L’oreille tendue de… Blaise Ndala

Blaise Ndala, J’irai danser sur la tombe de Senghor, 2014, couverture

«À bout de souffle. J’ai regardé autour de moi. Nulle trace de Batekol. J’ai tendu l’oreille. Rien d’anormal ne m’a signalé une présence humaine dans les environs. Seuls le clapotement de l’eau se frayant un passage dans la roche qui avait accueilli le lit du ruisseau, ainsi que les cris des oiseaux et des écureuils que ma course avait dû effrayer, violaient la tranquillité des lieux. J’ai appelé une fois. Deux fois. Trois fois. La forêt m’a renvoyé l’écho démultiplié de ma voix, en cascade. J’ai laissé passer quelques minutes et j’ai tendu de nouveau l’oreille. Rien. Je suis sorti de l’eau et j’ai commencé à faire le chemin inverse, multipliant les précautions pour ne pas attirer à moi les insectes restés pour me tendre une embuscade dans les parages. J’ai de nouveau appelé. Une voix d’homme que j’ai reconnue comme celle de mon cousin, a répondu au loin : “Eh Modéro, emprunte le sentier qui mène à la source d’eau et arrête-toi à la petite cabane sur ta gauche. J’y suis en compagnie de ton ami.”»

Blaise Ndala, J’irai danser sur la tombe de Senghor, Ottawa, L’Interligne, coll. «Vertiges», 2014. Édition numérique.

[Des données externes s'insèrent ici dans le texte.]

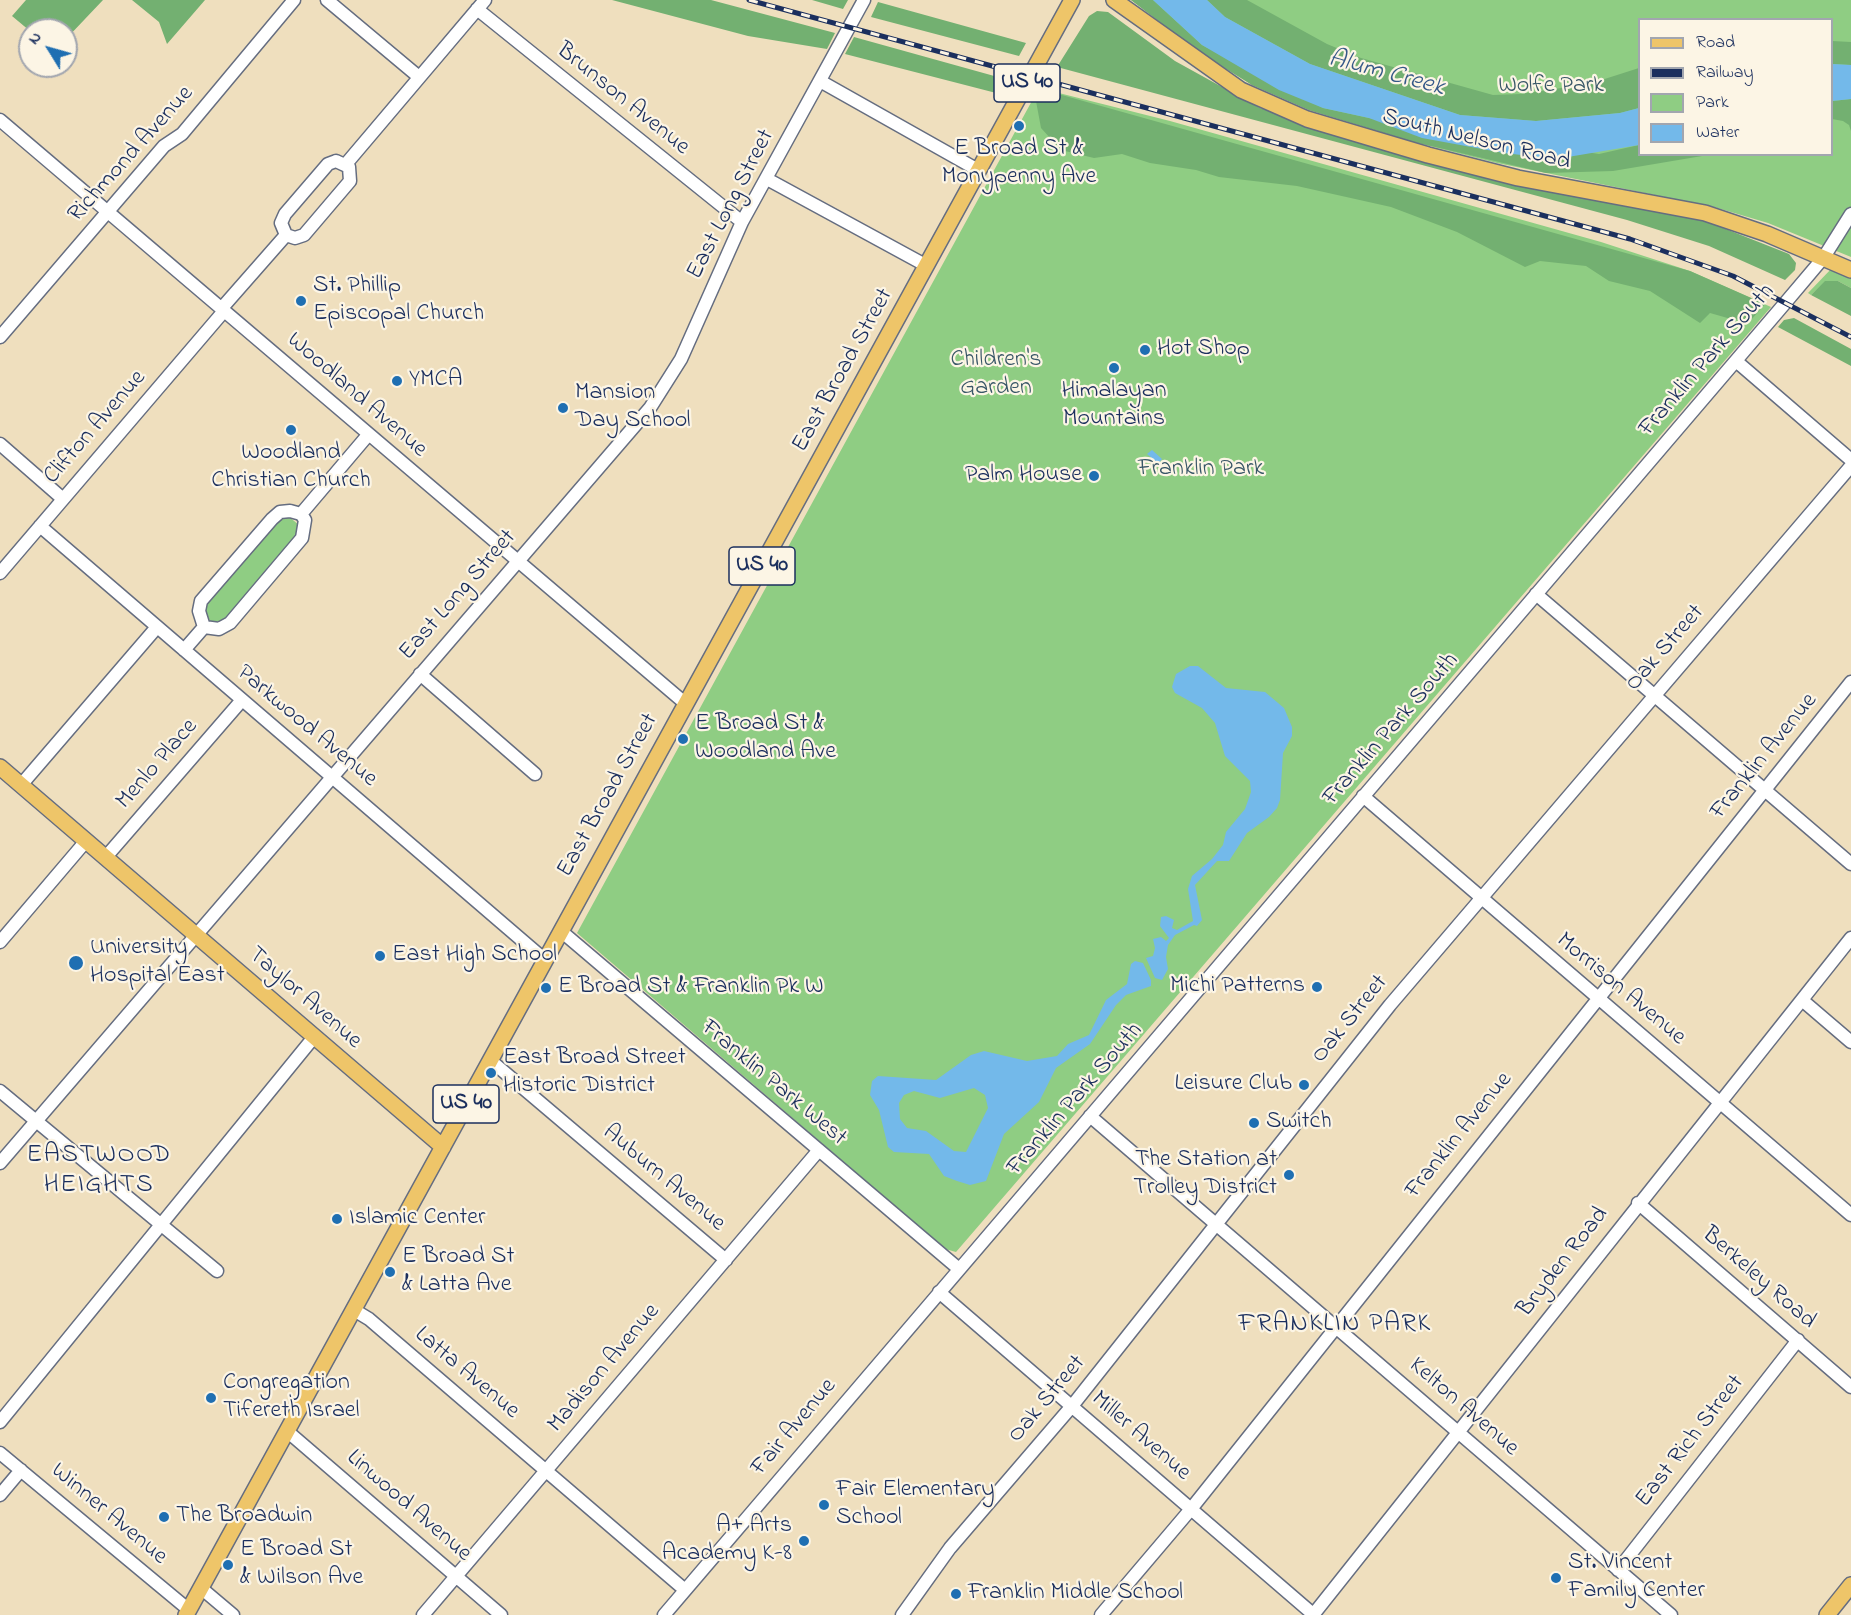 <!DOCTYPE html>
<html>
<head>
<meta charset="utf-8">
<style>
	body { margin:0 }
	#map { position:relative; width:1851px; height:1615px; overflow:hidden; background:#efdfbe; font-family:"Indie Flower",sans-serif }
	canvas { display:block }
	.legend { position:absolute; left:1638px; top:18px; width:195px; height:138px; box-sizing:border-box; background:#fcf5e5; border:2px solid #a2a6af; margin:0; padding:8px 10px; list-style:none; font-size:18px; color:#1b2f5e }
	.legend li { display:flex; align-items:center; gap:12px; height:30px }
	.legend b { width:30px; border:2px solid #a2a6af }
	.north { position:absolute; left:18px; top:18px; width:60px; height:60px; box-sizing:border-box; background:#fcf5e5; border:2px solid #a2a6af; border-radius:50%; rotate:307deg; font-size:16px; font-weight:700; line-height:24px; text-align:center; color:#1b2f5e }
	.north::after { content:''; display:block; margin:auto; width:21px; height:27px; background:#1f6fb2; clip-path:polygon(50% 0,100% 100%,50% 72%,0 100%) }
</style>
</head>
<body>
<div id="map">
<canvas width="1851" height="1615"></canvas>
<ul class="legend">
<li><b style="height:8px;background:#eec569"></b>Road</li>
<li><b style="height:8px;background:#1b2f5e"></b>Railway</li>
<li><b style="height:16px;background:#8fcd83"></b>Park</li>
<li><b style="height:16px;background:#73b9ea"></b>Water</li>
</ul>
<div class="north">N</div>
</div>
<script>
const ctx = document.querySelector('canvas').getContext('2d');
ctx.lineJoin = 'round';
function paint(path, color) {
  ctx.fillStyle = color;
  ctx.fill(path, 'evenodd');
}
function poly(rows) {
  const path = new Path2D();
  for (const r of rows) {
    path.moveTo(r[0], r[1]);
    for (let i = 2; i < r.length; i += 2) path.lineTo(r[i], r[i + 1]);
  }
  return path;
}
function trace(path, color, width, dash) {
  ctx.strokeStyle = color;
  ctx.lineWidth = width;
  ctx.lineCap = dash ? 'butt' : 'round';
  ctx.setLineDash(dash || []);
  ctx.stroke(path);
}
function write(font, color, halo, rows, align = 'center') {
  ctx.font = font + ' "Indie Flower",sans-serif';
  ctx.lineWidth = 4.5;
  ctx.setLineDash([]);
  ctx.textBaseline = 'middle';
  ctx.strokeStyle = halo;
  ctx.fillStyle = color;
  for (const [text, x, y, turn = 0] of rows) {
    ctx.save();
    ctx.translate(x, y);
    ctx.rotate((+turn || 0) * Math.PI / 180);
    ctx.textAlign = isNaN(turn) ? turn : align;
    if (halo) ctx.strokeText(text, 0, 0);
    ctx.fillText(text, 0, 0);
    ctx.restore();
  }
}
paint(poly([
	[1131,0,1851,0,1851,257,1768,223,1714,207,1497,163,1414,142,1309,110,1252,85],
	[1640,20,1832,20,1832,154,1640,154],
	[1039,88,1170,121,1601,242,1690,271,1771,307,956,1252,945,1249,577,933],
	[1832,268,1851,276,1851,288,1838,281,1826,281,1811,295,1808,293],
	[288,516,299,525,298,534,224,620,211,623,204,609,205,604,281,517]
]), '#8fcd83');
paint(poly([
	[26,0,103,0,66,39,66,30,30,31,12,16],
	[132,0,205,0,167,44,159,22],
	[612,0,711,0,835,33,827,49,748,36],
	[812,0,848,0,843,9],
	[1131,0,1153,0,1202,45,1323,108,1369,118,1599,154,1639,145,1640,154,1708,155,1613,171,1546,173,1414,142,1309,110,1252,85,1197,51],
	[1207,0,1247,0,1327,44,1361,58,1493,95,1520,94,1589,84,1639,68,1639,108,1620,113,1536,121,1460,115,1310,64,1225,17],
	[878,2,1026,43,1019,56,871,17],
	[1097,11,1108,12,1175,61,1260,108,1286,116,1698,218,1789,254,1796,263,1795,270,1785,280,1709,246,1627,220,1057,67,1089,16],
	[854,37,1005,79,1000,94,845,54],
	[1832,41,1851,42,1851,65,1832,64],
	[1044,90,1690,271,1765,304,1751,320,1731,319,1710,313,1700,323,1650,291,1609,281,1586,266,1540,261,1525,267,1457,232,1391,207,1297,186,1219,177,1196,170,1150,163,1122,154,1094,158,1061,150,1041,128,1036,101],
	[1851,99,1851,131,1849,125,1843,121,1832,119,1832,101],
	[1825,281,1838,281,1851,288,1851,316,1811,295],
	[1794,318,1851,349,1851,366,1778,327,1784,320]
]), '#73b071');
paint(poly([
	[1153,0,1207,0,1225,17,1310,64,1460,115,1536,121,1620,113,1639,108,1639,145,1556,159,1504,153,1422,138,1369,118,1323,108,1279,90,1202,45],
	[1832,64,1851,65,1851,99,1832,101],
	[1152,450,1162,459,1154,469,1151,467,1153,459,1147,454],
	[1190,666,1198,666,1226,688,1265,692,1284,708,1292,727,1292,736,1283,753,1280,800,1277,808,1269,817,1247,833,1229,861,1217,861,1195,885,1202,920,1197,926,1194,925,1175,935,1168,945,1166,957,1168,969,1162,980,1155,978,1146,958,1153,956,1155,948,1153,939,1161,937,1166,941,1169,938,1160,926,1161,917,1166,916,1174,920,1172,928,1177,930,1193,921,1188,889,1192,876,1212,859,1223,845,1226,832,1245,809,1251,792,1250,781,1225,756,1215,723,1202,708,1175,693,1172,687,1176,674],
	[1135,961,1143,963,1151,980,1151,986,1126,995,1116,1005,1090,1044,1056,1068,1039,1102,1004,1134,986,1181,970,1185,957,1181,944,1176,929,1154,894,1152,888,1147,879,1110,870,1095,872,1081,878,1076,936,1080,971,1055,984,1051,1027,1061,1057,1056,1068,1044,1089,1035,1106,1000,1127,984,1131,964],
	[974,1088,985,1095,988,1108,966,1152,954,1151,926,1131,907,1128,900,1119,899,1103,904,1095,914,1091,940,1098]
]), '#73b9ea');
const minor = poly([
	[327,0,419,77],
	[477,9,742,222],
	[820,81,978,170],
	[0,120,686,704],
	[336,161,349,167,350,181,304,235,295,238,286,235,281,223,285,214,328,164,336,161],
	[346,164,485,0],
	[767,179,927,266],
	[221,309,286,235],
	[0,337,164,146,182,134,294,0],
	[1736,361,1851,460],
	[0,444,63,499],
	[290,511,301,514,305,520,302,538,230,623,219,629,204,627,199,611,201,601,272,519,280,512,290,511],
	[301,514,368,435],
	[40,526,545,960],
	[0,573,224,311],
	[1536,594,1851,864],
	[184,650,204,627],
	[420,674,535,774],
	[21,785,157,627],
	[1363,796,1851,1215],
	[105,858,242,700],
	[561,931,959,1269],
	[0,942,86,841],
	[1802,1000,1851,1042],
	[490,1060,726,1260],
	[0,1091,217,1271],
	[1090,1116,1671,1615],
	[0,1163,650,408,681,359,742,222,864,0],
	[1638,1203,1851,1387],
	[939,1292,1314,1615],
	[354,1310,369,1319,685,1590],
	[0,1422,314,1037],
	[287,1431,501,1615],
	[0,1453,189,1610],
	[0,1495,21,1470],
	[1618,1570,1798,1340],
	[201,1588,233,1615],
	[423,1615,819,1150],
	[664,1615,1786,302,1824,257,1851,214],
	[902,1615,950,1548,1072,1406,1390,1005,1851,466],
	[1101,1615,1191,1509,1851,682],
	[1313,1615,1851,938]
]);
const major = poly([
	[1114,0,1241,90,1307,119,1428,155,1518,178,1705,213,1767,234,1851,270],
	[0,767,443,1147],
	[186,1615,1072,0],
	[1827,1615,1851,1585]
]);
trace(minor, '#656d80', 15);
trace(major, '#656d80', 18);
trace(minor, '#fff', 12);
trace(major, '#eec569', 15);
const rail = poly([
	[749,0,1630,239,1733,276,1851,337]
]);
trace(rail, '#1b2f5e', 5);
trace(rail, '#fcf5e5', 3, [9]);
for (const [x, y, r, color] of [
	[1019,126,6,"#1f6fb2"],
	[301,301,6,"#1f6fb2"],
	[1145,350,6,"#1f6fb2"],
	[1114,368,6,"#1f6fb2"],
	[397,381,6,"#1f6fb2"],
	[563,408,6,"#1f6fb2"],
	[291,430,6,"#1f6fb2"],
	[1094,476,6,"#1f6fb2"],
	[683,739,6,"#1f6fb2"],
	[380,956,6,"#1f6fb2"],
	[76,963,8,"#1f6fb2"],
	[1317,987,6,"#1f6fb2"],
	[546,988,6,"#1f6fb2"],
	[491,1073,6,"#1f6fb2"],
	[1304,1085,6,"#1f6fb2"],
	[1254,1123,6,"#1f6fb2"],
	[1289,1175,6,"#1f6fb2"],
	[337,1219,6,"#1f6fb2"],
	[390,1272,6,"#1f6fb2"],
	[211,1398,6,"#1f6fb2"],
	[824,1505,6,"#1f6fb2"],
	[164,1517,6,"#1f6fb2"],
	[804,1541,6,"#1f6fb2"],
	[228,1565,6,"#1f6fb2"],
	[1556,1578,6,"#1f6fb2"],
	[956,1594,6,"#1f6fb2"]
]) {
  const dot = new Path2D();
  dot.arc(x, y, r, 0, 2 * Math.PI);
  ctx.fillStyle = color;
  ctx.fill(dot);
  trace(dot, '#fcf5e5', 2);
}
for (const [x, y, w] of [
	[1027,83,66],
	[762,566,66],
	[466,1104,66]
]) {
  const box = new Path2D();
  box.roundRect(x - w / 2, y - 19, w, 38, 4.5);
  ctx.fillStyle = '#fcf5e5';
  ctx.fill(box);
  trace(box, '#1b2f5e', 1.5);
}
write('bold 22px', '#1b2f5e', null, [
	["US 40",1027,83],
	["US 40",762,566],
	["US 40",466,1104]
]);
write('24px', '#385667', '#fcf5e5', [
	["Wolfe Park",1551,87],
	["Children's",996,361],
	["Garden",996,389],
	["Franklin Park",1201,470]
]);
write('24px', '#1b2f5e', '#fcf5e5', [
	["Brunson Avenue",622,100,39],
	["South Nelson Road",1476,141,14],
	["Richmond Avenue",132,155,-48],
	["East Long Street",732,205,-63],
	["Franklin Park South",1708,361,-49],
	["East Broad Street",844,371,-61],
	["Woodland Avenue",356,396,41],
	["Clifton Avenue",96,428,-49],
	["East Long Street",459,596,-49],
	["Oak Street",1666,649,-49],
	["Parkwood Avenue",306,727,40],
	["Franklin Park South",1392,730,-49],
	["Franklin Avenue",1765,757,-51],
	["Menlo Place",158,765,-49],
	["East Broad Street",609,796,-61],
	["Morrison Avenue",1620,990,40],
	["Taylor Avenue",304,999,41],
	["Oak Street",1351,1020,-51],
	["Franklin Park West",773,1084,40],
	["Franklin Park South",1076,1100,-49],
	["Franklin Avenue",1460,1136,-51],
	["Auburn Avenue",663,1179,40],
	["Bryden Road",1564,1263,-52],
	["Berkeley Road",1758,1279,41],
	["Madison Avenue",605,1369,-50],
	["Latta Avenue",466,1374,40],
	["Oak Street",1048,1400,-50],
	["Kelton Avenue",1463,1408,41],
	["Fair Avenue",795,1428,-50],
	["Miller Avenue",1140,1437,41],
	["East Rich Street",1691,1442,-52],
	["Linwood Avenue",408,1507,41],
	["Winner Avenue",108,1515,40]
]);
write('24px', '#1b2f5e', '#fcf5e5', [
	["E Broad St &",1019,150,"center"],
	["Monypenny Ave",1019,178,"center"],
	["St. Phillip",313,287],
	["Episcopal Church",313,315],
	["Hot Shop",1157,350],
	["YMCA",409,381],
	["Himalayan",1114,392,"center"],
	["Mountains",1114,420,"center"],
	["Mansion",575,394],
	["Day School",575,422],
	["Woodland",291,454,"center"],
	["Christian Church",291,482,"center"],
	["Palm House",1082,476,"right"],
	["E Broad St &",695,725],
	["Woodland Ave",695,753],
	["University",90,949],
	["Hospital East",90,977],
	["East High School",392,956],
	["Michi Patterns",1305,987,"right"],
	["E Broad St & Franklin Pk W",558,988],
	["East Broad Street",503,1059],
	["Historic District",503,1087],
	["Leisure Club",1292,1085,"right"],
	["Switch",1266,1123],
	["The Station at",1277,1161,"right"],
	["Trolley District",1277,1189,"right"],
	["Islamic Center",349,1219],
	["E Broad St",402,1258],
	["& Latta Ave",402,1286],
	["Congregation",223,1384],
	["Tifereth Israel",223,1412],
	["Fair Elementary",836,1491],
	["School",836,1519],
	["The Broadwin",176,1517],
	["A+ Arts",792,1527,"right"],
	["Academy K-8",792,1555,"right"],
	["E Broad St",240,1551],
	["& Wilson Ave",240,1579],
	["St. Vincent",1568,1564],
	["Family Center",1568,1592],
	["Franklin Middle School",968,1594]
], 'left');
write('italic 26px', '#355888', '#fcf5e5', [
	["Alum Creek",1386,75,15]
]);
ctx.letterSpacing = '1.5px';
write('26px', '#1b2f5e', '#fcf5e5', [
	["EASTWOOD",99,1157],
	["HEIGHTS",99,1187],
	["FRANKLIN PARK",1335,1326]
]);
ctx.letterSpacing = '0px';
</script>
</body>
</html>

L’oreille tendue de… Laurent Mauvignier

Laurent Mauvignier, Histoires de la nuit, 2020, couverture

«Il faut attendre que Marion vienne s’asseoir pour qu’on commence à se parler — des bouts de conversations qu’on ne finit pas vraiment, s’interrompant pour rien parce que, tiens, écoute — et on tend l’oreille deux minutes sur un sujet qui nous intéresse aux infos, laissant tomber ce qu’on avait commencé à dire et qu’on dira tout à l’heure ou demain ou encore un autre soir, car tous les soirs les mêmes conversations reviennent, se prolongent, s’étirent d’une journée à l’autre, d’une semaine à l’autre, comme s’il s’agissait d’une seule et unique conversation qui se répétait, se dépliait, se transformait chaque soir, faite de mots identiques ou avec quelques variations, à la marge, sur un détail, une idée nouvelle, sur la journée qu’on a passée, oui, Marion raconte, bof, pas très intéressant aujourd’hui, à vrai dire je crois qu’on a fait une connerie avec les filles, c’est-à-dire qu’on a fait ce qu’un client avait demandé, des affiches, des marque-pages, sans lui demander s’il avait les droits pour les images.»

Laurent Mauvignier, Histoires de la nuit, Paris, Éditions de Minuit, 2020, 634 p., p. 71.

L’oreille tendue de… Yvon Lambert et Guy Lapointe

Denis Richard, en collaboration avec Léandre Normand, Henri Richard. La légende aux 11 coupes Stanley, 2020, couverture

«La scène se passe dans une petite taverne située près du camp d’entraînement des Canadiens, qui se tient à Kentville, en Nouvelle-Écosse, à l’automne 1971. Tendant l’oreille vers la table voisine, nos deux moineaux [Yvon Lambert et Guy Lapointe] entendent Henri Richard lancer à un autre joueur, assis avec lui, “qu’une jeune recrue qui n’est pas capable de se taper cinq-six bières par jour n’a pas sa place dans le club”.»

Denis Richard, en collaboration avec Léandre Normand, Henri Richard. La légende aux 11 coupes Stanley, préface de Ronald Corey, avant-propos de Léandre Normand, Montréal, Éditions de l’Homme, 2020, 234 p., p. 209.

L’oreille non tendue de… Jean-Philippe Toussaint

Jean-Philippe Toussaint, les Émotions, 2020, couverture

«Nous partagions avec Pierre un certain nombre de références qui nous appartenaient en propre, une sorte de vocabulaire privé composé de mots et d’expressions idiomatiques qui nous étaient communs et qui établissaient un lien secret entre nous. La plus grande partie de ce répertoire devait laisser la plupart des gens indifférents mais revêtait pour nous une signification intime particulière qui nous faisait relever l’oreille quand un de ces termes surgissait au hasard dans la conversation.»

Jean-Philippe Toussaint, les Émotions. Roman, Paris, Éditions de Minuit, 2020, 237 p., p. 89.